Appeals from two decisions of the Workers’ Compensation Board, filed July 20, 2005 and August 30, 2006, which, among other things, ruled that an employer-employee relationship existed between claimant and SMJ Environmental, Inc.
In January 2000, SMJ Environmental, Inc. and PEO Services, Inc. entered into a contract whereby SMJ leased laborers from PEO to perform asbestos removal at various construction sites. Pursuant to the contract, PEO was responsible for administering SMJ’s payroll and procuring workers’ compensation insurance to cover the leased laborers, among other things. However, in July 2000, PEO informed SMJ that it could no longer provide SMJ with workers’ compensation coverage. As a result, SMJ obtained a policy from Frontier Insurance Company.
Claimant, a leased laborer, was injured in December 2000 while removing asbestos and he submitted a claim for workers’ compensation benefits to SMJ. After numerous hearings on the claim, a Workers’ Compensation Law Judge determined, in two decisions, that SMJ was claimant’s sole employer and that *1158Clarendon National Insurance, as the reinsurer of Frontier, was liable for the payment of benefits as SMJ’s workers’ compensation carrier. The Workers’ .Compensation Board affirmed those determinations and SMJ and Clarendon now appeal.
The existence of an employment relationship is a factual question for the Board to resolve and its determination will not be disturbed if it is supported by substantial evidence (see Matter of Sang Hwan Park v Lee, 53 AD3d 936, 937-938 [2008]).
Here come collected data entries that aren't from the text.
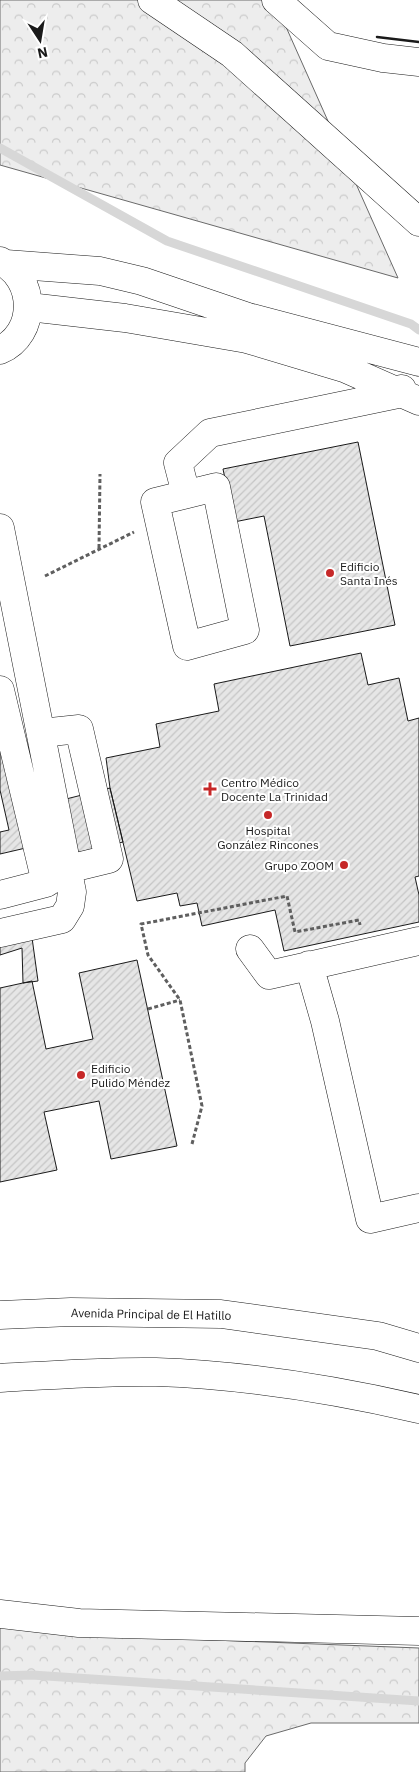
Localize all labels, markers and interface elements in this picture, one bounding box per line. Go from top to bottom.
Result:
north arrow [15,15,65,65]
text: N [36,43,50,63]
place label: Edificio Santa Inés [340,559,398,588]
marker: Edificio Santa Inés [324,567,336,579]
place label: Centro Médico Docente La Trinidad [221,775,328,804]
marker: Centro Médico Docente La Trinidad [203,782,217,796]
marker: Hospital González Rincones [262,809,274,821]
place label: Hospital González Rincones [217,823,319,852]
place label: Grupo ZOOM [264,858,334,873]
marker: Grupo ZOOM [338,859,350,871]
place label: Edificio Pulido Méndez [91,1061,171,1090]
marker: Edificio Pulido Méndez [75,1069,87,1081]
street label: Avenida Principal de El Hatillo [71,1305,232,1323]

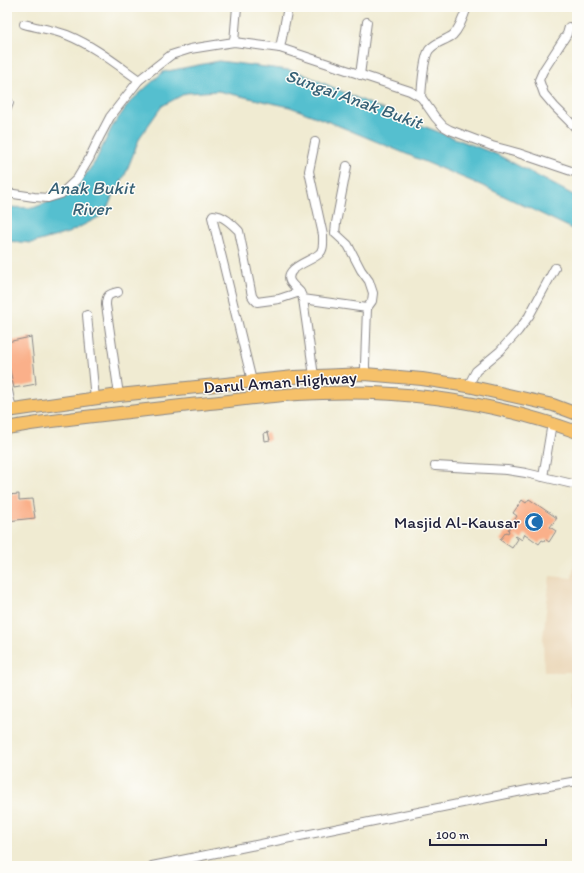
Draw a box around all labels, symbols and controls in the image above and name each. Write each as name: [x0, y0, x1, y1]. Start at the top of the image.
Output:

In making such determination, the Board is not bound by any single factor, “including a contractual provision purporting to establish the existence of an employer-employee relationship” (Matter of Pilku v 24535 Owners Corp., 19 AD3d 722, 723 [2005]; see Matter of Fisher v KJ Transp., 27 AD3d 934, 935 [2006]; see also Matter of Cabrera v Two-Three-Nought-Four Assoc., 46 AD3d 1255, 1257 [2007]; Matter of Hasbrouck v International Bus. Machs. Corp., 38 AD3d 1146, 1147 [2007]). Here, not only did SMJ concede that it employed claimant, the record establishes that, among other things, SMJ hired claimant, retained the right to control and direct claimant’s work, furnished him with all the equipment necessary to perform his job, was identified as the payor on claimant’s paychecks, and retained the right to terminate his employment. Notwithstanding the evidence in the record that could support a contrary conclusion, including the terms of the contract between PEO and SMJ, the foregoing provides substantial evidence to support the Board’s determination that SMJ was claimant’s employer (see Matter of LaCelle v New York Conference of Seventh-Day Adventists, 235 AD2d 694, 694 [1997], lv dismissed 89 NY2d 1085 [1997], lv denied 96 NY2d 713 [2001]; see also Matter of Cabrera v Two-Three-Nought-Four Assoc., 46 AD3d at 1257).
Further, although Clarendon and SMJ argue that they intended SMJ’s workers’ compensation policy to cover only four specific employees, the policy issued by Frontier specifically excluded only SMJ’s president from coverage. Absent any evidence of a specific exclusion as to any other employee, the Board’s determination that the policy issued by Frontier covered all of SMJ’s remaining employees, including claimant, is supported by substantial evidence (see Workers’ Compensation Law § 54 [4]; Matter of Rosenbaum v Lichtenstein, 168 AD2d 873, 874 [1990]; Matter of Daughtrey v Enertex Computer Concepts, 149 AD2d 872, 873 [1989]).
The remaining contentions of Clarendon and SMJ have been considered and determined to be without merit.
Mercure, J.E, Spain, Carpinello and Stein, JJ., concur. Ordered that the decisions are affirmed, without costs.